## Problem statement
Beginning with the first line, retype exactly the records below up to and including the line with "0 3.5px,transparent 0"; pictures do not belong in the copy.

┌──

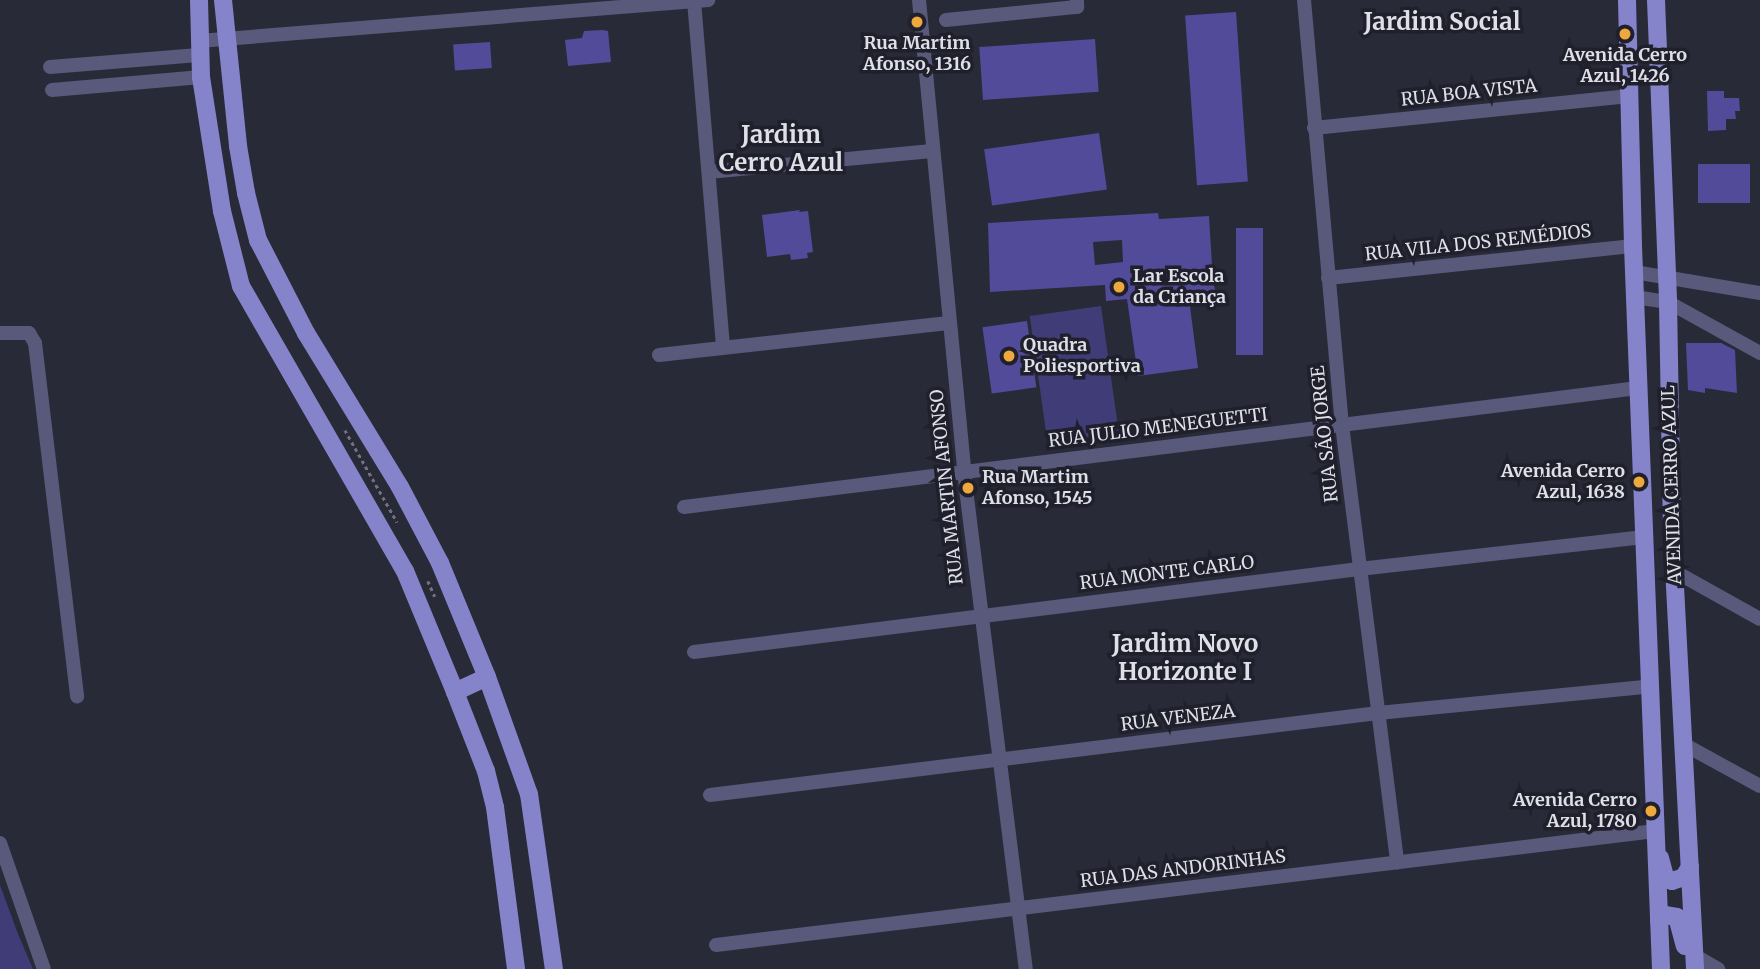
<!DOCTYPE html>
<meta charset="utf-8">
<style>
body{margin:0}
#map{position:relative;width:1760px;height:969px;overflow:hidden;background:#292a37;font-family:Merriweather,serif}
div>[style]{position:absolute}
.green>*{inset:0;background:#403c78;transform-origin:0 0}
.building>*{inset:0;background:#514b99;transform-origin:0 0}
.path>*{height:2.5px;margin-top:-1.25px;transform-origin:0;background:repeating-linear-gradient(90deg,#72737e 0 3.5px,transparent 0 7px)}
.minor>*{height:14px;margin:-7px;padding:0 7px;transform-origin:7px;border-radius:7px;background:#58597b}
.major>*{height:18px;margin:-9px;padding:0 9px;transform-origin:9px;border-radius:9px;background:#8584cb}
.dots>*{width:19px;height:19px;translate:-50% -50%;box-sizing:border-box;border:4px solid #20202d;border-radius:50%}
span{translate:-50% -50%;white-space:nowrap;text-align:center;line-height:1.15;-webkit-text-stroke:7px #20202d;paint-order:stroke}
.poi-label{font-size:18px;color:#dedfe7;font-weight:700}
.left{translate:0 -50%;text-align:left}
.right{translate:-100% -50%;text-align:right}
.street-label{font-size:18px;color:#dedfe7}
.district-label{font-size:24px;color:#dedfe7;font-weight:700}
</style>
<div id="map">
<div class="green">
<div style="left:1101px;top:306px;width:128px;height:72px;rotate:82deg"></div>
<div style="clip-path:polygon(0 885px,18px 934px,33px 969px,0 969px)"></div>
</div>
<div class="building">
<div style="left:1236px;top:12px;width:170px;height:51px;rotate:86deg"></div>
<div style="clip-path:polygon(602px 30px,608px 31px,611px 62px,568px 66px,565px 40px,582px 38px,584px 31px)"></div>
<div style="left:1095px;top:39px;width:53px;height:116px;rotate:86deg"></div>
<div style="left:490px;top:42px;width:26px;height:37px;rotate:86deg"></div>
<div style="clip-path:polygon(1707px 91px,1724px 91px,1724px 98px,1739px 98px,1740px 111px,1735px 111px,1736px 119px,1726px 119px,1726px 130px,1708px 131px)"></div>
<div style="left:1099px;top:133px;width:57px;height:116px;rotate:82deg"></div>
<div style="left:1698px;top:164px;width:52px;height:39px"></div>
<div style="clip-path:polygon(800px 210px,799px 212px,808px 211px,813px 252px,807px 253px,808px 258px,791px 260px,790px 254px,767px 257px,762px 215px)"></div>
<div style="clip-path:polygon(evenodd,1158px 213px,1159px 219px,1209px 216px,1213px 281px,1217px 298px,1189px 299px,1198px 368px,1138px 376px,1127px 299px,1106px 301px,1105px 285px,990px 292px,988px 223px,1158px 213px,1122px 240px,1123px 262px,1095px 265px,1093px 242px,1122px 240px)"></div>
<div style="left:1236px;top:228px;width:27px;height:127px"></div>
<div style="left:1027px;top:321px;width:67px;height:45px;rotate:82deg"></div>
<div style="clip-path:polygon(1686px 343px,1721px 343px,1735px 350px,1737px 393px,1705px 388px,1705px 393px,1688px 390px)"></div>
</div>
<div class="path">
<div style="left:345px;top:430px;width:106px;rotate:60.5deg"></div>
<div style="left:428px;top:581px;width:17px;rotate:66deg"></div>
</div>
<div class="minor">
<div style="left:919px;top:0;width:491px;rotate:84.5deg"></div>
<div style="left:966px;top:489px;width:484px;rotate:82.9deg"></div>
<div style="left:1304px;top:0;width:427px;rotate:84.9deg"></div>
<div style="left:1342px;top:425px;width:441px;rotate:82.8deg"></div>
<div style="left:694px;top:1px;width:348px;rotate:85.2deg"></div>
<div style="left:946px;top:20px;width:132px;rotate:-5.7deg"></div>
<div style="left:1077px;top:7px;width:7px;rotate:-90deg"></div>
<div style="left:199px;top:41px;width:511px;rotate:-4.61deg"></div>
<div style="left:50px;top:67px;width:149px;rotate:-4.6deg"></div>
<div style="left:52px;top:90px;width:150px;rotate:-5deg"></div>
<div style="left:1314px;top:128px;width:317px;rotate:-5.8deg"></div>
<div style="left:709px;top:172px;width:224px;rotate:-5.4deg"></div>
<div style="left:1634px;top:272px;width:128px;rotate:9.5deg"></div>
<div style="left:1328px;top:278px;width:307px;rotate:-6deg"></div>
<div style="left:1635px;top:297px;width:33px;rotate:9deg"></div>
<div style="left:1668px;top:302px;width:105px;rotate:29deg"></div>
<div style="left:0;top:333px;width:29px"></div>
<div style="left:29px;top:333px;width:12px;rotate:59deg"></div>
<div style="left:35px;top:343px;width:356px;rotate:83.2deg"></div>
<div style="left:659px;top:355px;width:291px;rotate:-6.3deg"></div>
<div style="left:684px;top:507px;width:961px;rotate:-7.11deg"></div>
<div style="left:1674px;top:571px;width:98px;rotate:29.2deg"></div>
<div style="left:694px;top:652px;width:670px;rotate:-7.11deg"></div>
<div style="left:1359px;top:569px;width:289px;rotate:-6.4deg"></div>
<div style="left:1685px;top:745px;width:85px;rotate:28.7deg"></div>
<div style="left:710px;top:795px;width:673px;rotate:-7deg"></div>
<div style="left:1378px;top:713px;width:275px;rotate:-5.6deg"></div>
<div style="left:0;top:843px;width:133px;rotate:70.8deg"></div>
<div style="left:716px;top:945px;width:946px;rotate:-6.92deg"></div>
<div style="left:1694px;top:955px;width:28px;rotate:30deg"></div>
</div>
<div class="major">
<div style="left:199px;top:0;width:77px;rotate:88.5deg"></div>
<div style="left:201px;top:77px;width:136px;rotate:81.1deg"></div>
<div style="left:222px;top:211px;width:77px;rotate:75.8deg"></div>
<div style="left:241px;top:286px;width:329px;rotate:60.1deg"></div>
<div style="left:405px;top:571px;width:131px;rotate:67.5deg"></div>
<div style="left:455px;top:692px;width:85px;rotate:68.6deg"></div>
<div style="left:486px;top:771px;width:37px;rotate:76deg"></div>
<div style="left:495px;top:807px;width:163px;rotate:82.6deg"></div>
<div style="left:223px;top:0;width:147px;rotate:84.1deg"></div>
<div style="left:238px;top:146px;width:48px;rotate:80.3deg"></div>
<div style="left:246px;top:193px;width:49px;rotate:75.7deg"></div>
<div style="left:258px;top:240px;width:105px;rotate:62.7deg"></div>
<div style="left:306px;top:333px;width:180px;rotate:58.6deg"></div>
<div style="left:400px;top:487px;width:86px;rotate:62.2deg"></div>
<div style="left:440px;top:563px;width:123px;rotate:67.6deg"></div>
<div style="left:487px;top:677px;width:124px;rotate:70.3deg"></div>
<div style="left:529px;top:794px;width:177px;rotate:81.9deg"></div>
<div style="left:1627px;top:0;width:246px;rotate:88.6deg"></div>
<div style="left:1633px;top:246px;width:724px;rotate:87.78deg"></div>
<div style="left:1656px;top:0;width:302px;rotate:87.7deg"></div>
<div style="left:1668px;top:302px;width:227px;rotate:89deg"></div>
<div style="left:1672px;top:529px;width:441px;rotate:87deg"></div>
<div style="left:455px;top:692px;width:35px;rotate:-25deg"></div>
<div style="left:1660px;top:858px;width:20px;rotate:75deg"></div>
<div style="left:1665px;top:877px;width:8px;rotate:30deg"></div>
<div style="left:1672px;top:881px;width:13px;rotate:-18deg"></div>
<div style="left:1684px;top:877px;width:12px;rotate:-59deg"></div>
<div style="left:1659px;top:921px;width:8px;rotate:-45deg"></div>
<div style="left:1665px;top:915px;width:12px;rotate:9deg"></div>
<div style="left:1677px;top:917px;width:30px;rotate:75deg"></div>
</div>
<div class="dots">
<div style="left:917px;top:22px;background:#eea83c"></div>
<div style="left:1625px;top:34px;background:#eea83c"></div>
<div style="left:1119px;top:287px;background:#eea83c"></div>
<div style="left:1009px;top:356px;background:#eea83c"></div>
<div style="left:1639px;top:482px;background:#eea83c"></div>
<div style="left:968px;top:488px;background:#eea83c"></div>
<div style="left:1651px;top:811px;background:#eea83c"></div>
</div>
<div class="poi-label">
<span style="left:917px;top:54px">Rua Martim<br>Afonso, 1316</span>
<span style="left:1625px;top:66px">Avenida Cerro<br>Azul, 1426</span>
<span class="left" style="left:1133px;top:287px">Lar Escola<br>da Criança</span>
<span class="left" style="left:1023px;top:356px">Quadra<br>Poliesportiva</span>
<span class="right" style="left:1625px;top:482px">Avenida Cerro<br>Azul, 1638</span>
<span class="left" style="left:982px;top:488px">Rua Martim<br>Afonso, 1545</span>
<span class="right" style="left:1637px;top:811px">Avenida Cerro<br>Azul, 1780</span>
</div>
<div class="street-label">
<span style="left:1469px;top:93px;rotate:-6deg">RUA BOA VISTA</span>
<span style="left:1478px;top:243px;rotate:-6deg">RUA VILA DOS REMÉDIOS</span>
<span style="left:1158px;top:428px;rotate:-7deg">RUA JULIO MENEGUETTI</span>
<span style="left:1325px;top:434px;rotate:-96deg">RUA SÃO JORGE</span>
<span style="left:1672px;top:485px;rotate:-92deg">AVENIDA CERRO AZUL</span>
<span style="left:947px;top:487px;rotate:-96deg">RUA MARTIN AFONSO</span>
<span style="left:1167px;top:573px;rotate:-7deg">RUA MONTE CARLO</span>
<span style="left:1178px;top:718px;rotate:-7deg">RUA VENEZA</span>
<span style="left:1183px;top:869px;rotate:-7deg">RUA DAS ANDORINHAS</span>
</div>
<div class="district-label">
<span style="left:1442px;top:22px">Jardim Social</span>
<span style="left:781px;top:149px">Jardim<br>Cerro Azul</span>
<span style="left:1185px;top:658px">Jardim Novo<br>Horizonte I</span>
</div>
</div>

└──

## The answer
<!DOCTYPE html>
<meta charset="utf-8">
<style>
body{margin:0}
#map{position:relative;width:1760px;height:969px;overflow:hidden;background:#292a37;font-family:Merriweather,serif}
div>[style]{position:absolute}
.green>*{inset:0;background:#403c78;transform-origin:0 0}
.building>*{inset:0;background:#514b99;transform-origin:0 0}
.path>*{height:2.5px;margin-top:-1.25px;transform-origin:0;background:repeating-linear-gradient(90deg,#72737e 0 3.5px,transparent 0 7px)}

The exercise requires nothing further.